-- WHAT YOU HAVE TO DO --
I'd like the data beneath this line reproduced exactly, without any of its images.

══ SOURCE RECORDS

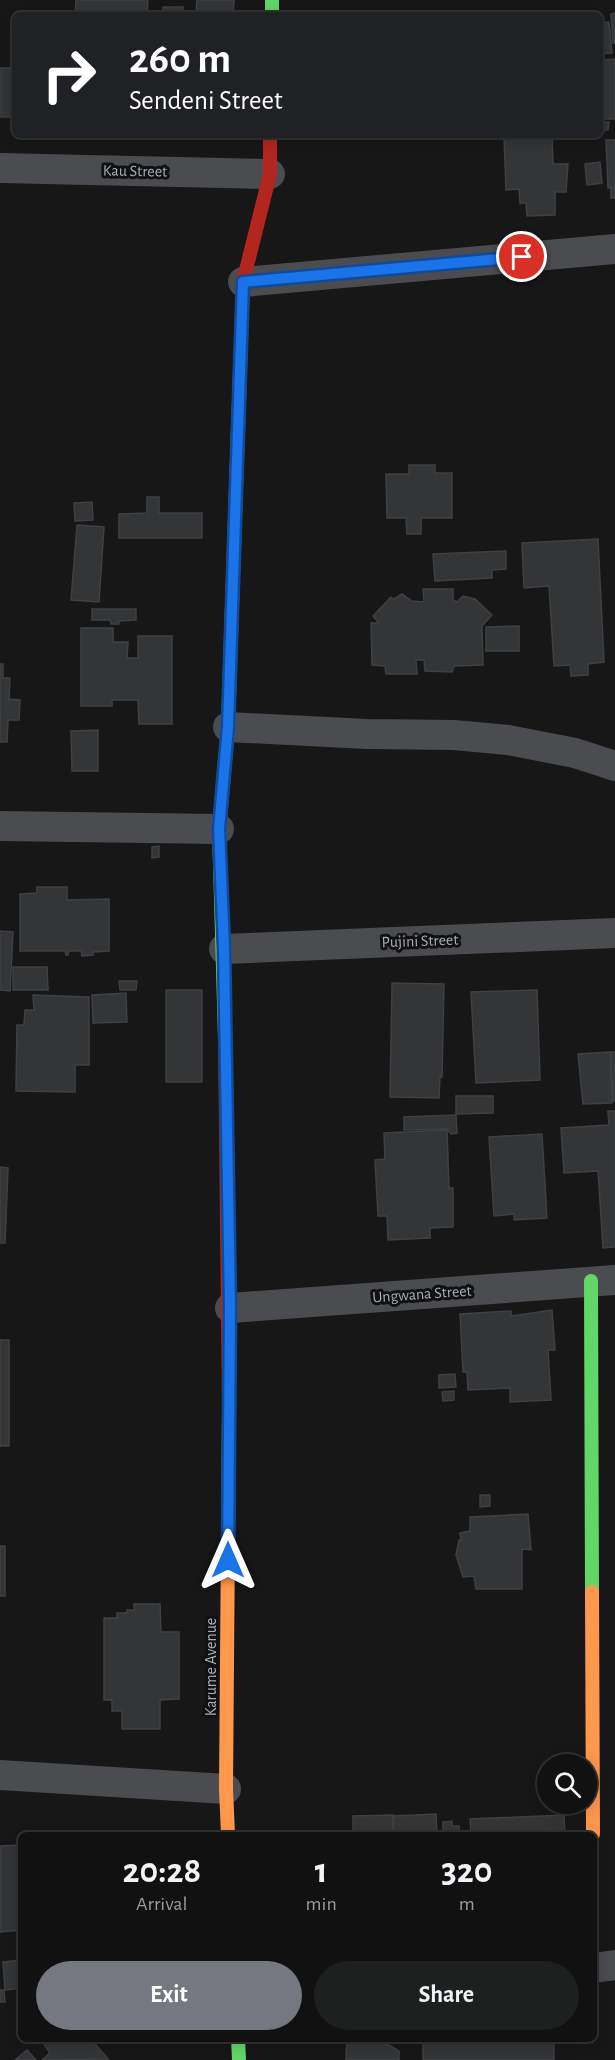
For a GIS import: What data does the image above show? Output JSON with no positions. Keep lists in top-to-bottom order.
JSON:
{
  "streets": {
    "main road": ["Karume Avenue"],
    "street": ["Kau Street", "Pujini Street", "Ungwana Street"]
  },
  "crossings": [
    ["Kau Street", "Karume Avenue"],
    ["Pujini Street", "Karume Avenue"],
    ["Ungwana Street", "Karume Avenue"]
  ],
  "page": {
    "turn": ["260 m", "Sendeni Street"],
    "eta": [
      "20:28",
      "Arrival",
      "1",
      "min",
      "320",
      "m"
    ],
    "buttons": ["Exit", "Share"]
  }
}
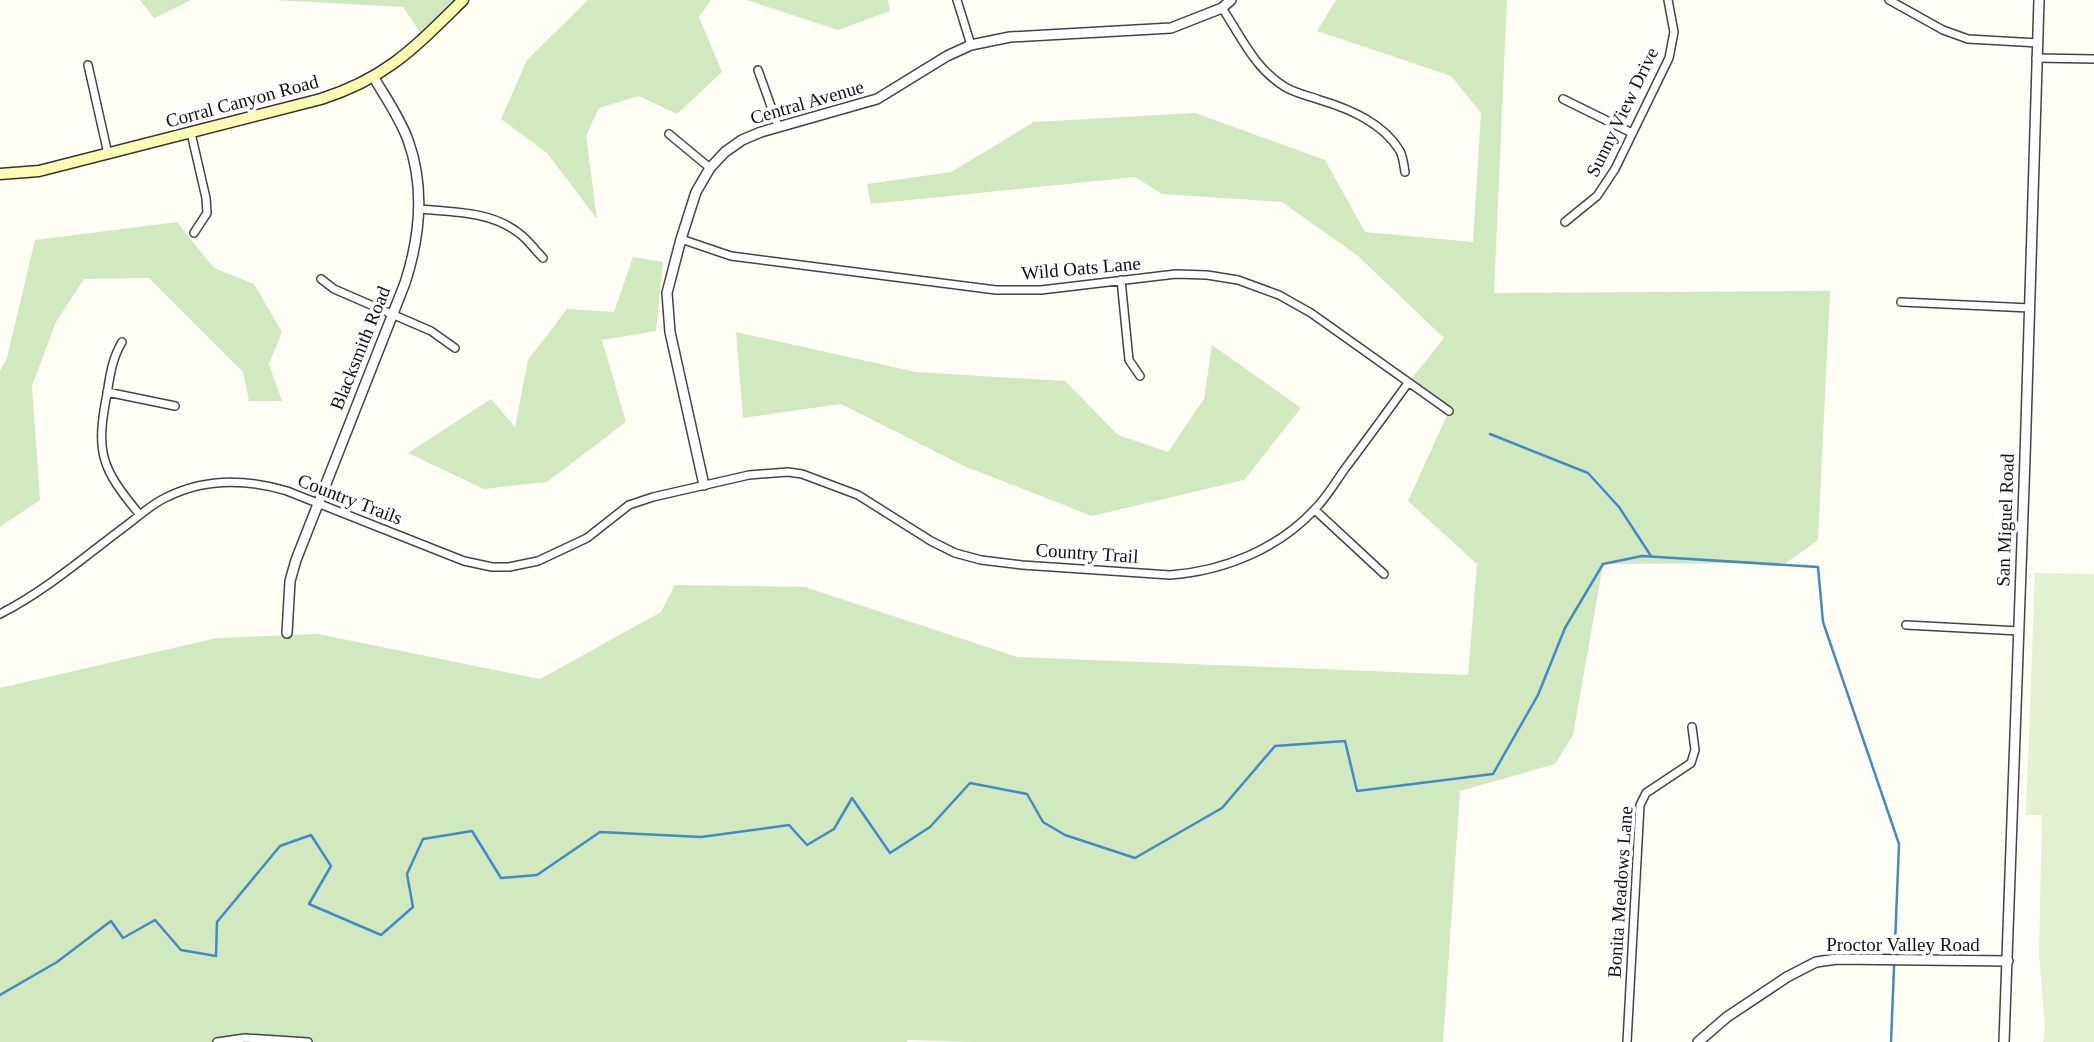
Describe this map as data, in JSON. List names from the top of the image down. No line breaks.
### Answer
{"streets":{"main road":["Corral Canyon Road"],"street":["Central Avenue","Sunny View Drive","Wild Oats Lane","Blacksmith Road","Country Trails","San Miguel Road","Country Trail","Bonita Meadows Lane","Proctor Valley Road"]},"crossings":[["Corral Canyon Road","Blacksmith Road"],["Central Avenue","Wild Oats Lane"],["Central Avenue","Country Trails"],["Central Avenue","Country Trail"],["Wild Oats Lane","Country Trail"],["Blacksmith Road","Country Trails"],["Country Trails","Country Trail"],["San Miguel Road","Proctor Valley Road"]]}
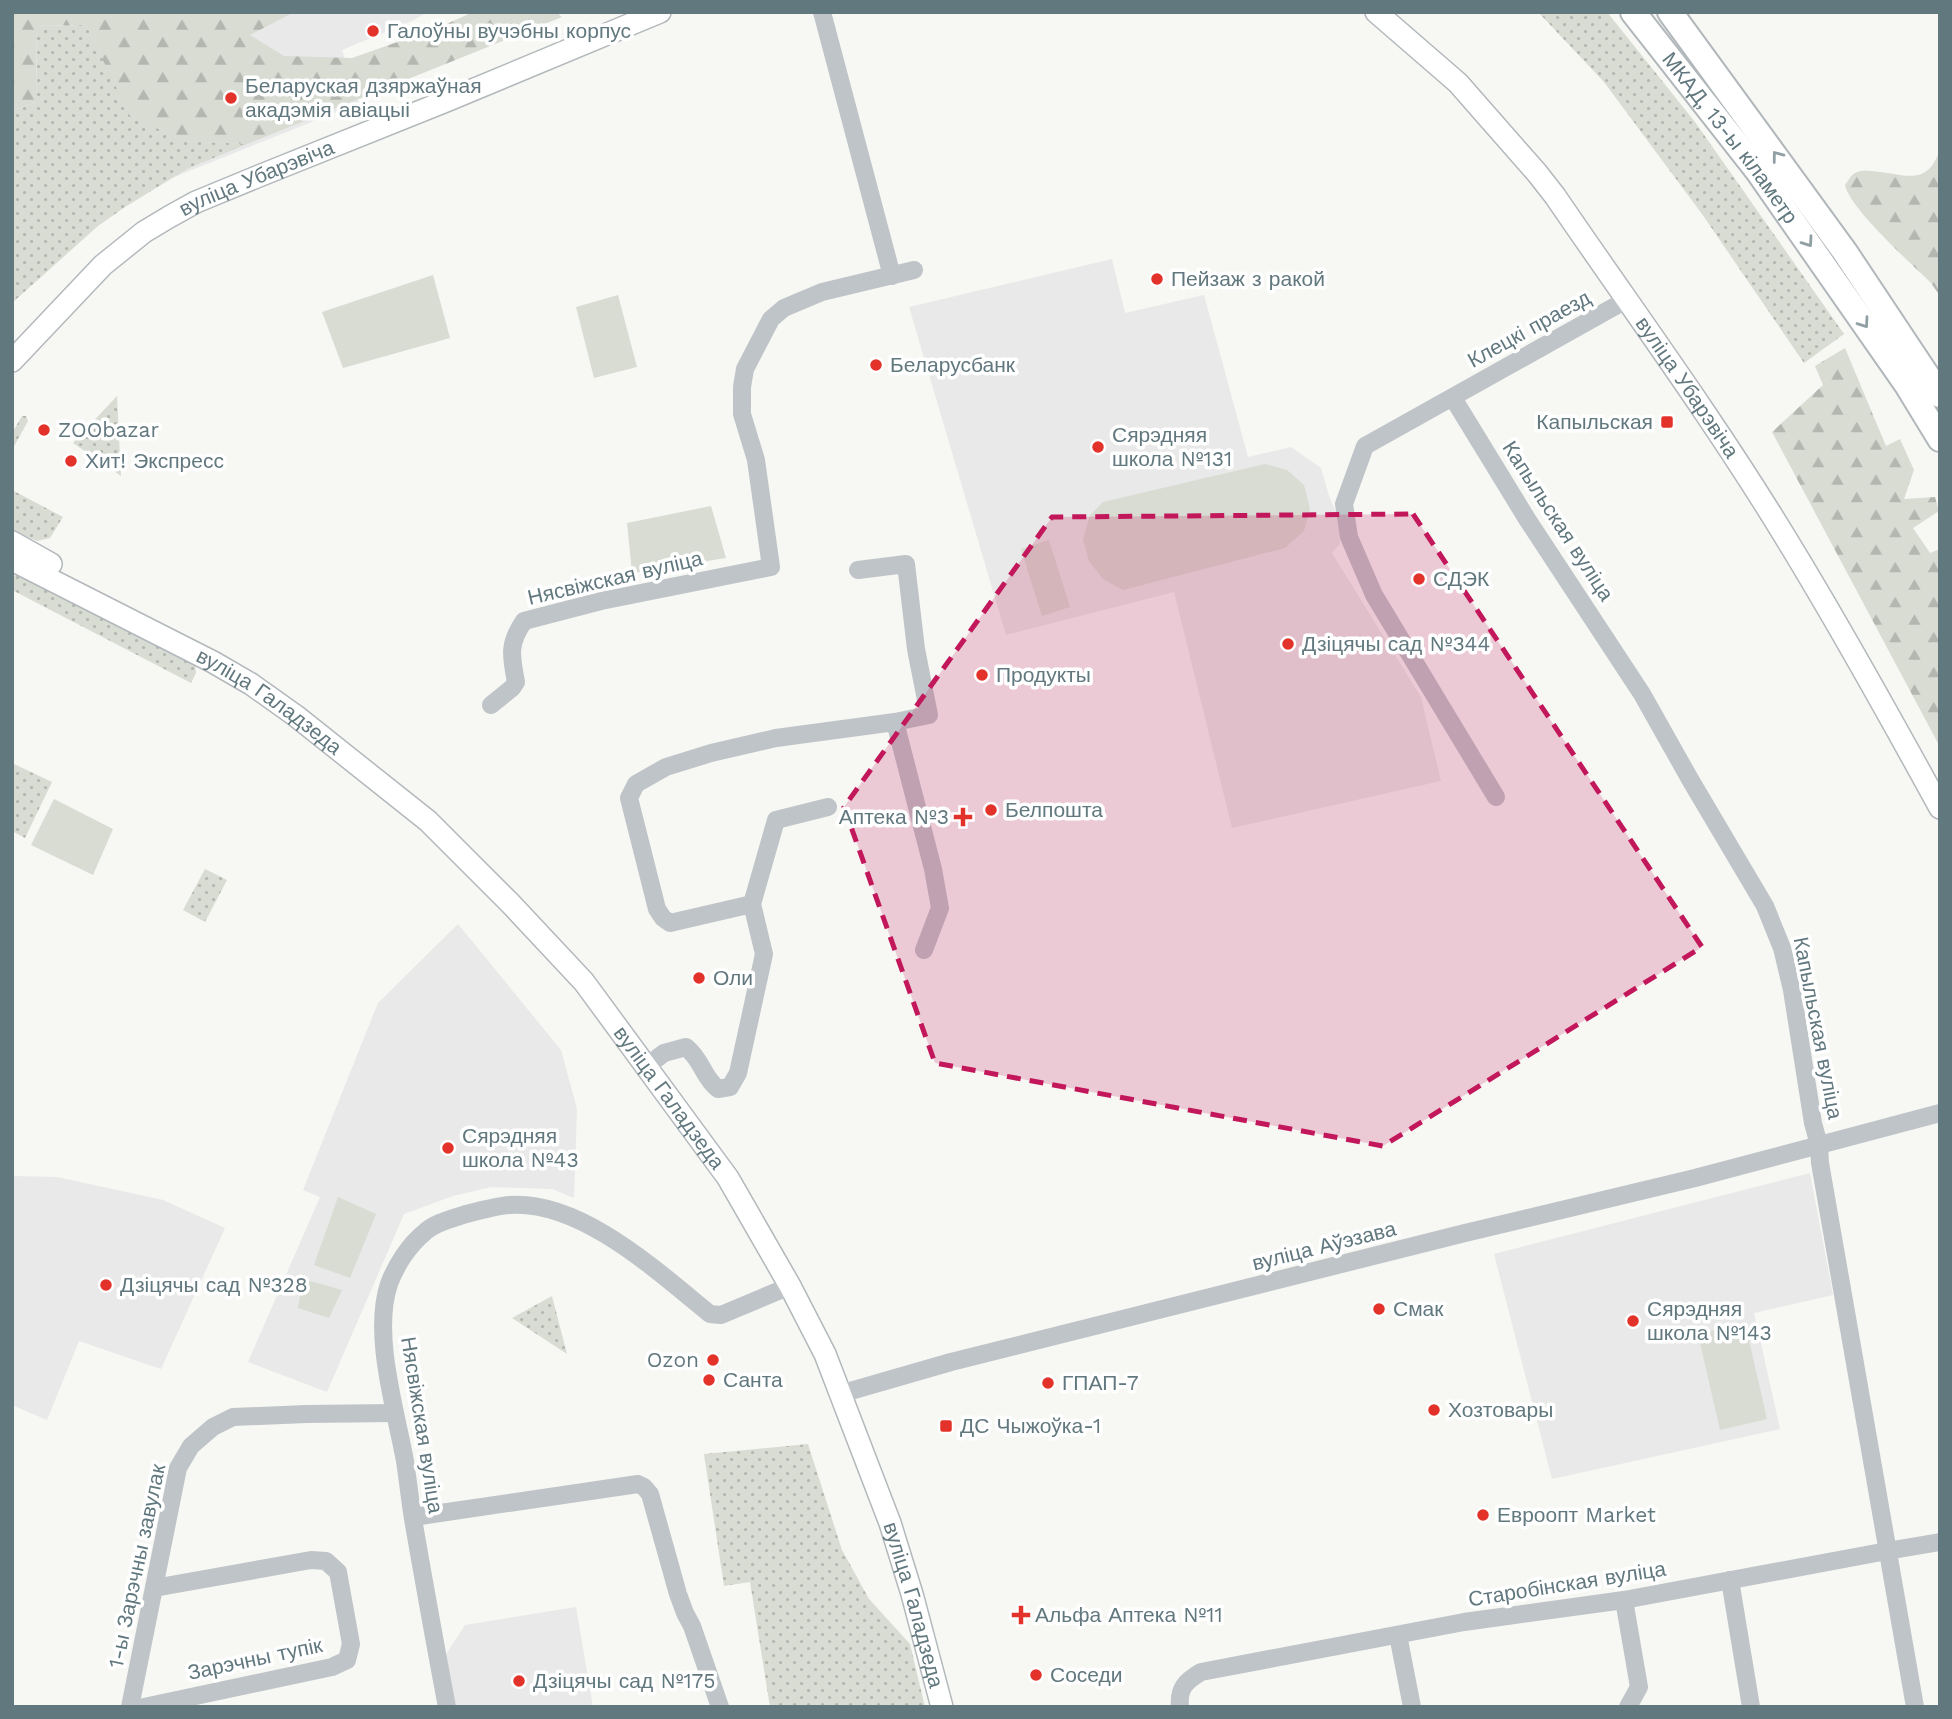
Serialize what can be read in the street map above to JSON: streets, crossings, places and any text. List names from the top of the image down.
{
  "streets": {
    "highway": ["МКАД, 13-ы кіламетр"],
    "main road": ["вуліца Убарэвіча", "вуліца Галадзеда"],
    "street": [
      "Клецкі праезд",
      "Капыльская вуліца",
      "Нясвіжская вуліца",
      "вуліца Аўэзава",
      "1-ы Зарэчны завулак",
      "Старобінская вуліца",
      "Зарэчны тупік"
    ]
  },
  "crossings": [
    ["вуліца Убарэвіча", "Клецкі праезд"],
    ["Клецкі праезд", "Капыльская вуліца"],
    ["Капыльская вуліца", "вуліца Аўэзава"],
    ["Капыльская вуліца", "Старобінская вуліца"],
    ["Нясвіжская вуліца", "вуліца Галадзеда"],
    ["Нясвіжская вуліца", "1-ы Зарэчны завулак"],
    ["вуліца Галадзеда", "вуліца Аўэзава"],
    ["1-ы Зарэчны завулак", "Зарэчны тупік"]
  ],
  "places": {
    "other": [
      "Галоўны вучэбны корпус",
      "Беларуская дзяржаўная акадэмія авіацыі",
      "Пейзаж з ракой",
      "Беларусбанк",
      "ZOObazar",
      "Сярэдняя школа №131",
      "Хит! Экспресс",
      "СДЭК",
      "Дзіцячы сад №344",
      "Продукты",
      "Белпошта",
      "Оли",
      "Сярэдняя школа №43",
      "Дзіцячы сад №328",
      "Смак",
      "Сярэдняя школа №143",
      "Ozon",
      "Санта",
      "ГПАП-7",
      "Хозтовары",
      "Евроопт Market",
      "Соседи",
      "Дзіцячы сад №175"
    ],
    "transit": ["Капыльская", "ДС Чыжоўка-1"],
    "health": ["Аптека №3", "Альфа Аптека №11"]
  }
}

════

-- OUTPUT FOR THIS TASK --
For a GIS import: What data does the image above show? Output JSON with no positions. Keep lists in top-to-bottom order.
JSON:
{
  "streets": {
    "main road": ["Karume Avenue"],
    "street": ["Kau Street", "Pujini Street", "Ungwana Street"]
  },
  "crossings": [
    ["Kau Street", "Karume Avenue"],
    ["Pujini Street", "Karume Avenue"],
    ["Ungwana Street", "Karume Avenue"]
  ],
  "page": {
    "turn": ["260 m", "Sendeni Street"],
    "eta": [
      "20:28",
      "Arrival",
      "1",
      "min",
      "320",
      "m"
    ],
    "buttons": ["Exit", "Share"]
  }
}
Describe this map as data, in JSON. List names from the top of the image down. No line breaks.
### Answer
{"streets":{"main road":["Corral Canyon Road"],"street":["Central Avenue","Sunny View Drive","Wild Oats Lane","Blacksmith Road","Country Trails","San Miguel Road","Country Trail","Bonita Meadows Lane","Proctor Valley Road"]},"crossings":[["Corral Canyon Road","Blacksmith Road"],["Central Avenue","Wild Oats Lane"],["Central Avenue","Country Trails"],["Central Avenue","Country Trail"],["Wild Oats Lane","Country Trail"],["Blacksmith Road","Country Trails"],["Country Trails","Country Trail"],["San Miguel Road","Proctor Valley Road"]]}
Serialize what can be read in the street map above to JSON: streets, crossings, places and any text. List names from the top of the image down.
{
  "streets": {
    "highway": ["МКАД, 13-ы кіламетр"],
    "main road": ["вуліца Убарэвіча", "вуліца Галадзеда"],
    "street": [
      "Клецкі праезд",
      "Капыльская вуліца",
      "Нясвіжская вуліца",
      "вуліца Аўэзава",
      "1-ы Зарэчны завулак",
      "Старобінская вуліца",
      "Зарэчны тупік"
    ]
  },
  "crossings": [
    ["вуліца Убарэвіча", "Клецкі праезд"],
    ["Клецкі праезд", "Капыльская вуліца"],
    ["Капыльская вуліца", "вуліца Аўэзава"],
    ["Капыльская вуліца", "Старобінская вуліца"],
    ["Нясвіжская вуліца", "вуліца Галадзеда"],
    ["Нясвіжская вуліца", "1-ы Зарэчны завулак"],
    ["вуліца Галадзеда", "вуліца Аўэзава"],
    ["1-ы Зарэчны завулак", "Зарэчны тупік"]
  ],
  "places": {
    "other": [
      "Галоўны вучэбны корпус",
      "Беларуская дзяржаўная акадэмія авіацыі",
      "Пейзаж з ракой",
      "Беларусбанк",
      "ZOObazar",
      "Сярэдняя школа №131",
      "Хит! Экспресс",
      "СДЭК",
      "Дзіцячы сад №344",
      "Продукты",
      "Белпошта",
      "Оли",
      "Сярэдняя школа №43",
      "Дзіцячы сад №328",
      "Смак",
      "Сярэдняя школа №143",
      "Ozon",
      "Санта",
      "ГПАП-7",
      "Хозтовары",
      "Евроопт Market",
      "Соседи",
      "Дзіцячы сад №175"
    ],
    "transit": ["Капыльская", "ДС Чыжоўка-1"],
    "health": ["Аптека №3", "Альфа Аптека №11"]
  }
}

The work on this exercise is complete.